[Dataset entries]
=== Section Start ===
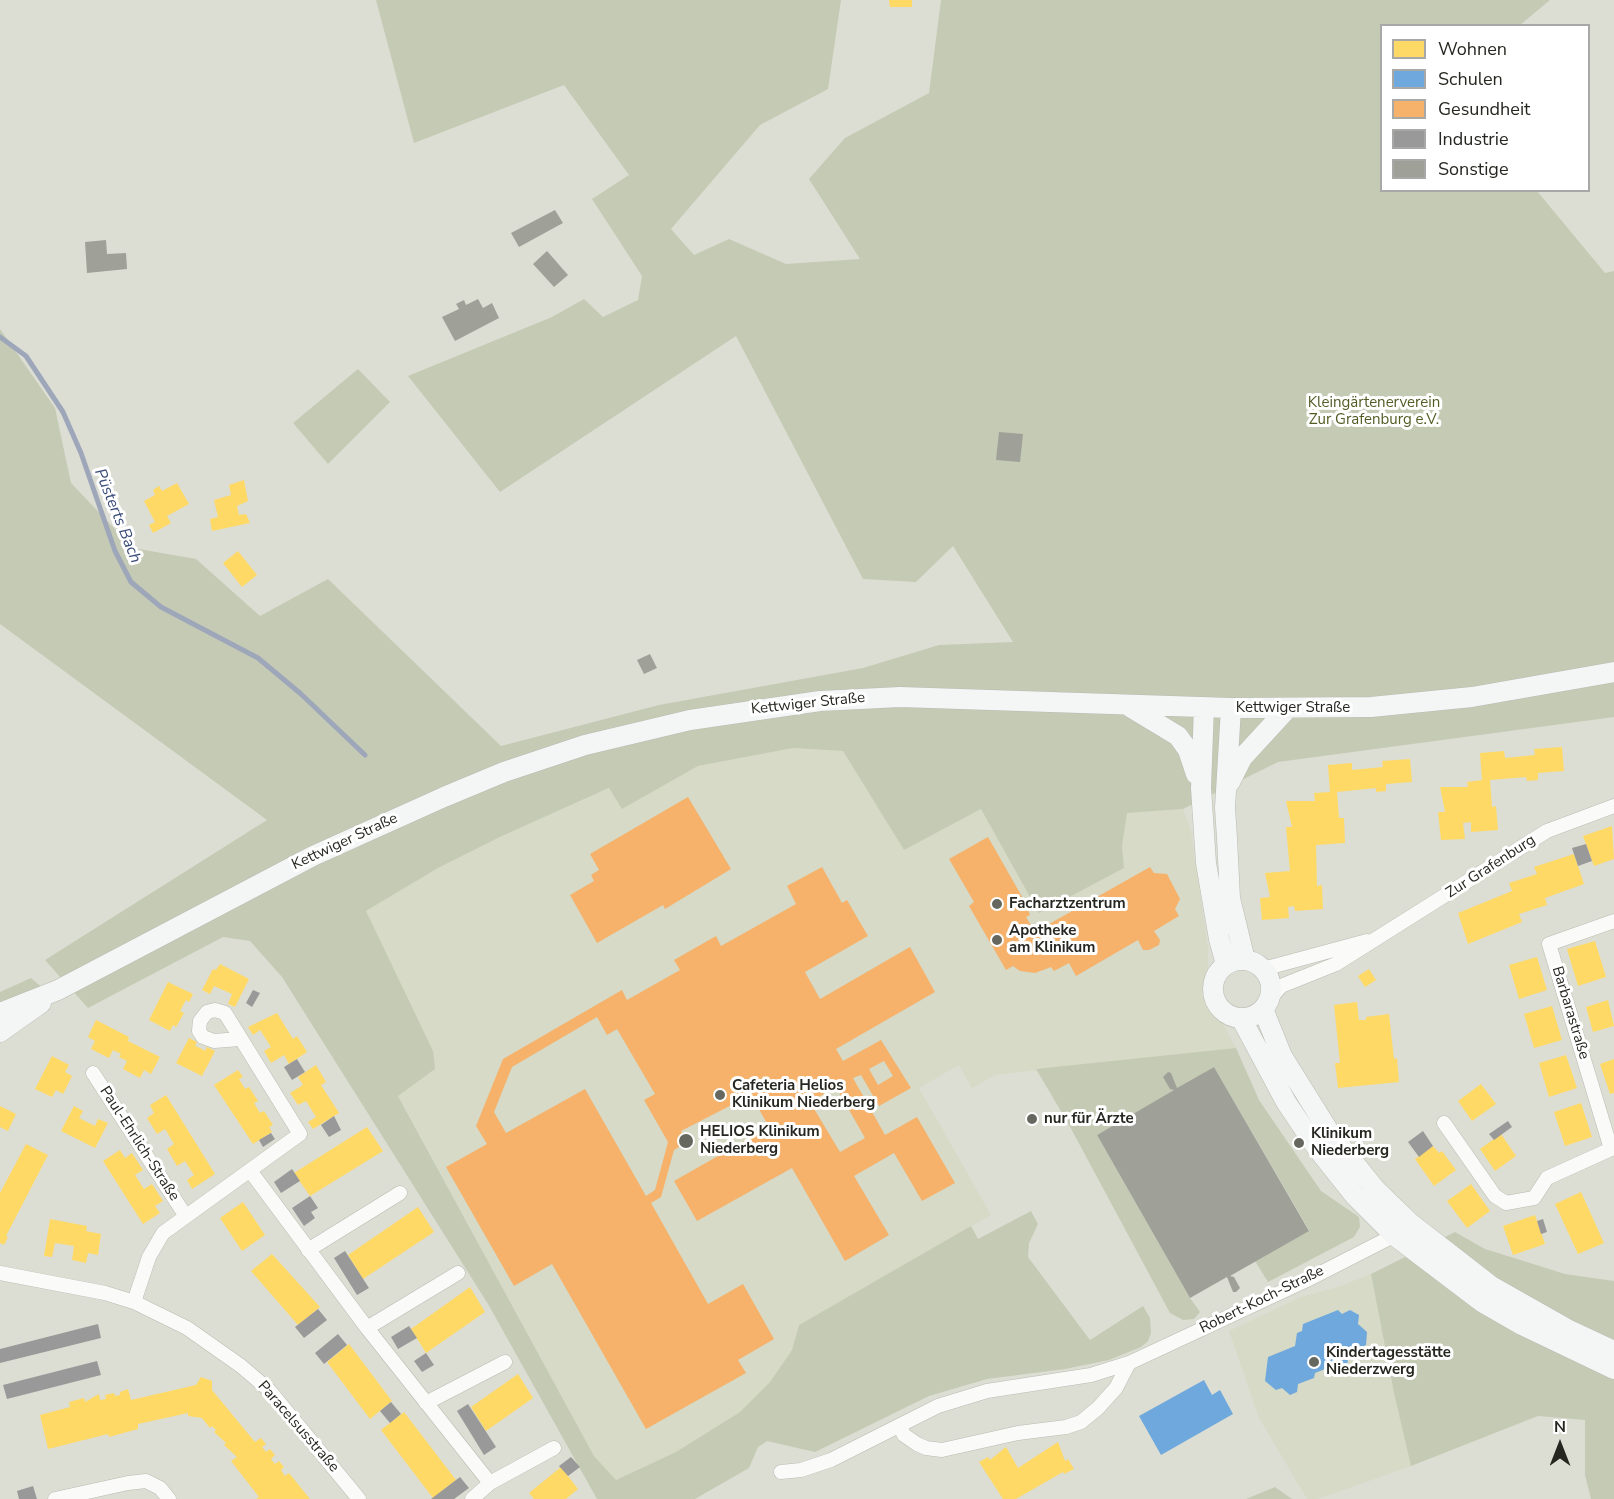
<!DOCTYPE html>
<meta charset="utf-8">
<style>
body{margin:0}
#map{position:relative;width:1614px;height:1499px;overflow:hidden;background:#dcded3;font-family:"Nunito Sans",sans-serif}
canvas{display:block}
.legend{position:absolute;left:1380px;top:24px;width:210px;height:168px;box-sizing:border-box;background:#fff;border:2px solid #a8a9a6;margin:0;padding:8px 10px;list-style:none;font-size:18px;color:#262720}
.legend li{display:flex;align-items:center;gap:12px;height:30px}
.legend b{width:30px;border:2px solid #a8a9a6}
.north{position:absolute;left:1530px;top:1415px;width:60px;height:60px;-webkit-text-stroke:4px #fff;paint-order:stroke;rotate:0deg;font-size:16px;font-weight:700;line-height:24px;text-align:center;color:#262720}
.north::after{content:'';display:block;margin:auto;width:21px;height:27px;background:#262720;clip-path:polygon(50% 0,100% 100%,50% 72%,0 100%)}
</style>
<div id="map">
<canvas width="1614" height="1499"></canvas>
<ul class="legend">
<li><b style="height:16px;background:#ffd966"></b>Wohnen</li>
<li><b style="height:16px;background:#6fa8dc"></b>Schulen</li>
<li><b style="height:16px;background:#f6b26b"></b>Gesundheit</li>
<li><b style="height:16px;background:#999"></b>Industrie</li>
<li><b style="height:16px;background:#9fa198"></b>Sonstige</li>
</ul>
<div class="north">N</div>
</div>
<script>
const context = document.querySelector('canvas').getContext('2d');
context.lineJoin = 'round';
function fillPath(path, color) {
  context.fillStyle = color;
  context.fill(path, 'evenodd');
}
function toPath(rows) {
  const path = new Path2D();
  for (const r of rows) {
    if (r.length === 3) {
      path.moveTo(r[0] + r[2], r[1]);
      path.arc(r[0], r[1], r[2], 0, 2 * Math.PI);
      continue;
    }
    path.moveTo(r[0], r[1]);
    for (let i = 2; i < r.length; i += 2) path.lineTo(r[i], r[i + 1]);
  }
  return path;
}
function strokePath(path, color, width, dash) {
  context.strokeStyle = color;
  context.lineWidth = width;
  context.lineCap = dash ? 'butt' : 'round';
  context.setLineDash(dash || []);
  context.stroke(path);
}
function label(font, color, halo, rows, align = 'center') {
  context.font = font + ' "Nunito Sans",sans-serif';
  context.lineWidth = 6;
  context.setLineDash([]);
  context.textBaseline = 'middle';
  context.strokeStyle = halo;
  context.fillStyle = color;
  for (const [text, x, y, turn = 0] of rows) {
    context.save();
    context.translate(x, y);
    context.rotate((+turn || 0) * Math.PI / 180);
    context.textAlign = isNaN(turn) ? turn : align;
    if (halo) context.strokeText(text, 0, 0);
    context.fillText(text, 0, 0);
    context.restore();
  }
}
fillPath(toPath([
 [793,748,843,751,904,850,981,809,1124,868,1122,846,1126,813,1183,809,1191,831,1208,948,1208,996,1236,1048,995,1075,972,1088,959,1065,919,1088,991,1215,799,1325,792,1350,770,1382,740,1412,676,1452,616,1480,594,1456,398,1095,435,1069,366,911,438,868,502,836,610,788,622,809,698,766],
 [1371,1274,1394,1393,1411,1466,1318,1499,1307,1499,1259,1418,1229,1331,1301,1297,1338,1287]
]), '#d6dac6');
fillPath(toPath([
 [376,0,841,0,828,89,760,125,671,229,694,255,729,239,786,264,860,259,809,179,845,138,929,93,941,0,1550,0,1520,25,1382,26,1382,190,1537,191,1605,273,1614,271,1614,717,1278,762,1183,809,1127,813,1122,846,1124,868,1039,913,981,809,904,850,843,751,793,748,698,766,622,809,609,788,502,836,438,868,366,911,433,1051,435,1069,398,1096,594,1456,616,1480,676,1452,740,1412,770,1382,792,1350,799,1325,971,1226,978,1239,1031,1211,1038,1224,1029,1243,1028,1257,1090,1340,1143,1306,1150,1318,1151,1333,1148,1341,1141,1347,1109,1360,1065,1369,987,1379,929,1396,815,1452,767,1441,758,1447,749,1468,695,1499,597,1499,488,1304,282,977,250,941,223,937,88,1008,45,960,267,820,0,624,0,329,55,408,71,483,133,548,196,559,260,616,328,579,501,746,659,705,863,668,939,645,1013,642,953,546,916,582,863,579,736,336,500,492,408,376,552,317,584,299,603,317,638,300,642,276,592,199,629,175,564,85,414,143],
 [358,369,390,402,328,464,293,423],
 [31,978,46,991,0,1030,0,992],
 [1236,1048,1259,1100,1321,1191,1359,1217,1360,1227,1354,1237,1268,1282,1255,1261,1309,1230,1214,1067,1097,1135,1190,1298,1200,1312,1194,1319,1183,1320,1170,1313,1068,1123,1036,1069],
 [1455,1232,1485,1249,1565,1274,1614,1281,1614,1499,1591,1499,1585,1475,1585,1420,1538,1416,1411,1466,1394,1393,1371,1274],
 [1275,1487,1292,1499,1246,1499]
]), '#c5cab4');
fillPath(toPath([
 [889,0,912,0,912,7,890,7],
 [244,480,248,501,237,506,239,515,246,514,250,523,212,531,210,519,218,517,214,500,231,495,229,485],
 [177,483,189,504,167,516,171,523,153,533,149,525,155,522,144,501,155,495,153,490,159,486,162,491],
 [238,551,257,575,242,587,223,563],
 [1562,747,1564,771,1538,773,1538,780,1527,781,1526,777,1490,780,1492,807,1496,806,1498,830,1471,832,1471,822,1463,823,1465,839,1441,840,1438,812,1445,812,1440,787,1468,787,1467,782,1482,780,1480,753,1504,751,1505,758,1535,755,1534,749],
 [1410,759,1412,782,1386,784,1386,791,1376,792,1376,788,1337,792,1339,818,1344,818,1345,843,1316,845,1317,886,1322,885,1323,909,1295,911,1294,906,1288,907,1289,918,1262,920,1260,898,1270,897,1265,873,1290,871,1286,827,1292,827,1286,801,1315,801,1314,793,1330,792,1328,765,1352,763,1352,770,1383,767,1382,761],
 [1612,826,1614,859,1594,866,1583,836],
 [1574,854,1584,884,1545,898,1547,905,1519,914,1522,922,1468,944,1458,913,1512,891,1509,883,1537,874,1534,867],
 [1595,941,1606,977,1578,986,1567,949],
 [1537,957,1547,990,1519,999,1509,965],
 [220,964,249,979,235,1007,228,1004,232,994,214,986,210,994,202,990,213,969,216,970],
 [1369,969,1376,980,1365,987,1358,976],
 [168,982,193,994,189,1002,186,1000,180,1011,184,1013,176,1027,173,1025,170,1031,149,1020],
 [1608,1000,1614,1026,1593,1032,1586,1007],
 [1357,1002,1359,1020,1366,1020,1366,1017,1389,1014,1394,1059,1397,1058,1399,1082,1338,1088,1335,1063,1340,1063,1334,1005],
 [1552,1006,1562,1040,1534,1048,1524,1014],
 [277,1013,293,1039,297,1036,307,1052,289,1064,284,1055,271,1063,264,1051,271,1047,260,1030,253,1035,248,1027],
 [96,1020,129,1037,128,1041,160,1057,151,1074,144,1070,140,1078,123,1069,127,1061,119,1057,121,1054,113,1050,109,1058,91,1049,95,1041,88,1037],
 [189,1038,197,1042,195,1046,200,1048,205,1051,207,1047,215,1051,202,1076,176,1063],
 [1566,1055,1577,1088,1549,1097,1539,1063],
 [52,1056,69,1065,65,1072,72,1076,63,1094,56,1090,52,1097,35,1089],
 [1614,1059,1614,1093,1610,1094,1600,1064],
 [316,1065,326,1082,321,1085,339,1113,313,1129,308,1122,316,1117,306,1101,298,1105,290,1093,303,1085,298,1077],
 [238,1070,243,1077,239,1079,245,1089,249,1087,258,1101,254,1103,260,1113,264,1111,273,1125,269,1127,272,1132,253,1144,214,1085],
 [1481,1084,1496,1104,1472,1121,1458,1101],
 [166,1095,215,1174,192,1189,187,1180,194,1175,185,1161,177,1166,167,1149,174,1144,165,1129,157,1134,147,1118,154,1113,150,1105],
 [1581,1103,1592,1137,1565,1146,1554,1112],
 [0,1106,16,1114,8,1131,0,1127],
 [74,1106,83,1111,79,1118,95,1126,98,1119,108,1123,95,1148,61,1131],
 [367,1127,383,1151,310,1196,294,1173],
 [1501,1134,1516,1156,1495,1171,1480,1149],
 [26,1144,48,1155,6,1236,8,1237,4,1245,0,1243,0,1193],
 [1433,1146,1439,1153,1442,1151,1456,1170,1434,1186,1415,1159],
 [120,1150,125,1158,132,1153,143,1170,135,1175,144,1189,152,1184,163,1201,155,1206,160,1213,143,1224,103,1161],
 [1471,1184,1490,1211,1467,1228,1447,1201],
 [1581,1192,1604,1243,1578,1254,1555,1204],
 [243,1202,265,1235,242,1251,220,1218],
 [418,1207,434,1232,363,1279,348,1255],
 [1535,1215,1545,1244,1513,1255,1503,1226],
 [50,1219,87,1226,86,1231,101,1234,98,1255,88,1253,86,1263,72,1260,74,1246,55,1243,52,1257,44,1256],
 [272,1254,320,1307,298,1325,251,1271],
 [470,1287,485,1312,426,1353,411,1329],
 [349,1344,392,1401,370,1419,327,1362],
 [518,1374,533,1398,486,1431,471,1407],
 [201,1377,212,1381,212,1390,255,1442,261,1438,266,1444,262,1447,266,1452,270,1449,275,1455,271,1459,275,1464,279,1461,284,1467,281,1470,285,1476,289,1473,310,1499,256,1499,259,1497,231,1461,237,1457,224,1445,226,1443,214,1432,216,1430,212,1426,210,1428,202,1418,188,1416,188,1413,138,1424,138,1429,109,1437,108,1434,48,1449,40,1415,70,1407,69,1402,84,1398,85,1402,99,1394,100,1400,106,1399,105,1395,114,1393,115,1396,120,1395,120,1392,128,1389,131,1400,196,1385],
 [404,1412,456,1480,433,1498,381,1430],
 [1058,1442,1065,1461,1068,1459,1074,1469,1064,1474,1063,1472,1016,1499,1003,1499,979,1462,988,1457,990,1460,1006,1447,1018,1468],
 [561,1467,578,1489,566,1499,534,1499,529,1493]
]), '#ffd966');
fillPath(toPath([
 [1338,1310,1342,1314,1350,1310,1359,1315,1358,1324,1367,1332,1366,1345,1352,1351,1348,1357,1347,1370,1334,1376,1325,1369,1315,1373,1314,1378,1298,1384,1297,1392,1290,1395,1282,1388,1276,1390,1265,1381,1268,1357,1295,1346,1297,1333,1302,1331,1303,1324],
 [1204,1380,1212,1395,1220,1390,1233,1414,1161,1455,1139,1416]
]), '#6fa8dc');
fillPath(toPath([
 [688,797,731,869,665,909,663,905,597,943,570,895,594,881,591,875,599,870,590,854],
 [988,837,1025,902,1030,915,1026,917,1035,932,1150,867,1154,873,1167,874,1180,899,1175,909,1179,916,1154,931,1160,940,1159,945,1149,950,1143,950,1138,940,1076,976,1069,963,1054,971,1051,967,1035,973,1020,971,1013,966,1006,970,969,906,974,902,949,859],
 [822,867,842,903,847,900,868,936,805,972,820,999,910,947,935,992,836,1049,843,1061,881,1040,911,1088,879,1106,861,1075,853,1078,885,1135,917,1117,955,1183,922,1201,894,1153,854,1176,889,1235,845,1261,792,1168,697,1221,674,1181,769,1127,751,1095,681,1131,687,1142,674,1150,661,1197,651,1203,708,1304,743,1284,774,1339,738,1360,746,1373,646,1429,552,1264,514,1286,446,1167,487,1144,476,1126,503,1059,622,990,627,1000,680,970,674,960,716,936,721,946,796,904,787,886],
 [597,1017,607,1035,617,1029,655,1094,644,1100,668,1142,655,1190,646,1196,585,1089,506,1133,494,1112,512,1067],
 [884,1061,893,1076,878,1085,869,1069],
 [836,1087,865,1138,840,1152,810,1102]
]), '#f6b26b');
fillPath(toPath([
 [1586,844,1592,861,1578,866,1572,848],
 [253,990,260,993,252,1007,246,1003],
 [297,1059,305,1072,292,1080,284,1067],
 [334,1116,341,1130,329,1137,321,1125],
 [1508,1121,1512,1127,1494,1140,1489,1134],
 [1423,1131,1433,1146,1419,1157,1408,1142],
 [271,1133,275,1139,263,1147,259,1140],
 [292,1169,300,1181,281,1193,274,1182],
 [310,1196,318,1208,311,1212,315,1218,304,1226,292,1208],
 [1543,1219,1547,1232,1541,1234,1537,1221],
 [345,1251,369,1288,357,1295,334,1258],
 [318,1309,327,1320,304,1338,295,1327],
 [98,1324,101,1338,0,1363,0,1349],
 [409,1326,417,1338,398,1349,391,1337],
 [338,1334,347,1345,324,1364,315,1353],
 [426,1353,434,1365,422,1372,414,1361],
 [97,1361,101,1375,7,1399,3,1385],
 [391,1402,401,1414,390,1423,380,1411],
 [468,1404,496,1447,484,1455,457,1411],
 [571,1457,580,1467,568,1476,559,1466],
 [460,1477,469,1488,454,1499,431,1499],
 [33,1486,37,1499,19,1499,17,1491]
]), '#999');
strokePath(toPath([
 [0,337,26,356,63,412,81,453,115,551,131,582,161,607,258,658,301,694,365,755]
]), '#9ea7ba', 5);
fillPath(toPath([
 [555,210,563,223,519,247,511,233],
 [106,240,107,254,126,253,127,269,87,273,85,242],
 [547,251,568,275,554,287,533,264],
 [478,299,483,308,492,303,499,318,455,341,442,317,459,309,456,304,464,300,466,305],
 [999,432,1023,434,1020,462,996,460],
 [650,654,657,668,644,674,637,660],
 [1214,1067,1309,1231,1230,1276,1234,1277,1240,1288,1236,1292,1233,1292,1227,1277,1190,1298,1097,1135,1174,1090,1170,1089,1163,1077,1168,1072,1171,1073,1177,1088]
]), '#9fa198');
const street = toPath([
 [1263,969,1367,941],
 [1269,1000,1281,986,1336,964,1547,831,1614,806],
 [93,1073,185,1215],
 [1444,1123,1495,1196,1506,1203,1534,1198,1547,1178,1611,1149],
 [1611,1149,1549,944,1614,921],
 [251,1172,367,1328,490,1483,472,1499],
 [308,1250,400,1193],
 [0,1273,105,1293,134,1302,187,1328,241,1366,269,1390,359,1499],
 [134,1302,149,1257,163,1233,300,1134,225,1013,215,1010,207,1012,200,1021,199,1031,203,1037,214,1041,240,1039],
 [367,1328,458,1273],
 [426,1403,505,1362],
 [900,1427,904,1435,917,1444,926,1448,942,1450,1018,1433,1066,1427,1081,1422,1098,1408,1116,1388,1129,1363],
 [781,1472,801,1470,831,1460,938,1406,987,1391,1091,1375,1129,1363,1307,1280,1399,1233],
 [490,1483,554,1448],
 [55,1499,128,1483,146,1481,160,1488,169,1499]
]);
const secondary = toPath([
 [1130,707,1178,736,1188,750,1196,774],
 [1204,707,1201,788,1206,863,1219,939,1226,964],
 [1231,708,1225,808,1227,838,1230,898,1245,960],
 [1230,782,1242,758,1287,709],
 [1242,989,29],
 [1263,1009,1282,1056,1330,1133,1376,1190,1410,1223,1491,1286,1567,1329,1614,1351],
 [0,1013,58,990,313,856,444,797,504,772,585,745,690,720,820,701,900,697,1231,708,1371,707,1472,697,1614,672],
 [1241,1018,1286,1102,1316,1147,1355,1196,1395,1236,1482,1302,1522,1325,1614,1369],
 [0,1032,41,1003]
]);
strokePath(street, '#b9bbb2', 15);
strokePath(secondary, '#b9bbb2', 21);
strokePath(street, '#fafaf8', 14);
strokePath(secondary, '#f4f5f5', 20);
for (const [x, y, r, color] of [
 [997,904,6,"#66675f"],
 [997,940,6,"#66675f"],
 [720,1095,6,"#66675f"],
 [1032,1119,6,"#66675f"],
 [686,1141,8,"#66675f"],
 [1299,1143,6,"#66675f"],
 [1314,1362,6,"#66675f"]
]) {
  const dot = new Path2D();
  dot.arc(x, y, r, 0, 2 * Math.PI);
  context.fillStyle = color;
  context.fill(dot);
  strokePath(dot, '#fff', 2);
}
label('15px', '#545c24', '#fff', [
 ["Kleingärtenerverein",1374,403],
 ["Zur Grafenburg e.V.",1374,420]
]);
label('15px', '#262720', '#fff', [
 ["Kettwiger Straße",808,704,-6],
 ["Kettwiger Straße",1293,708],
 ["Kettwiger Straße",345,842,-25],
 ["Zur Grafenburg",1491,867,-33],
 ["Barbarastraße",1570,1013,73],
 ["Paul-Ehrlich-Straße",139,1144,57],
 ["Robert-Koch-Straße",1262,1300,-26],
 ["Paracelsusstraße",298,1427,49]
]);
label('bold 15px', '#262720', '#fff', [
 ["Facharztzentrum",1009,904],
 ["Apotheke",1009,931],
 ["am Klinikum",1009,948],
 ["Cafeteria Helios",732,1086],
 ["Klinikum Niederberg",732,1103],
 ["nur für Ärzte",1044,1119],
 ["HELIOS Klinikum",700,1132],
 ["Niederberg",700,1149],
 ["Klinikum",1311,1134],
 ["Niederberg",1311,1151],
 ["Kindertagesstätte",1326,1353],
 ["Niederzwerg",1326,1370]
], 'left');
label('italic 16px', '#3b4c7a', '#fff', [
 ["Püsterts Bach",117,516,68]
]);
</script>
=== Section End ===
**What to do:** Beginning with the line that has "path.moveTo(r[0] + r[2], r[1]);" and ending with the line that has "function strokePath(path, color, width, dash)", set down the lines above exactly and include no others.

**Problem solution:**
      path.moveTo(r[0] + r[2], r[1]);
      path.arc(r[0], r[1], r[2], 0, 2 * Math.PI);
      continue;
    }
    path.moveTo(r[0], r[1]);
    for (let i = 2; i < r.length; i += 2) path.lineTo(r[i], r[i + 1]);
  }
  return path;
}
function strokePath(path, color, width, dash) {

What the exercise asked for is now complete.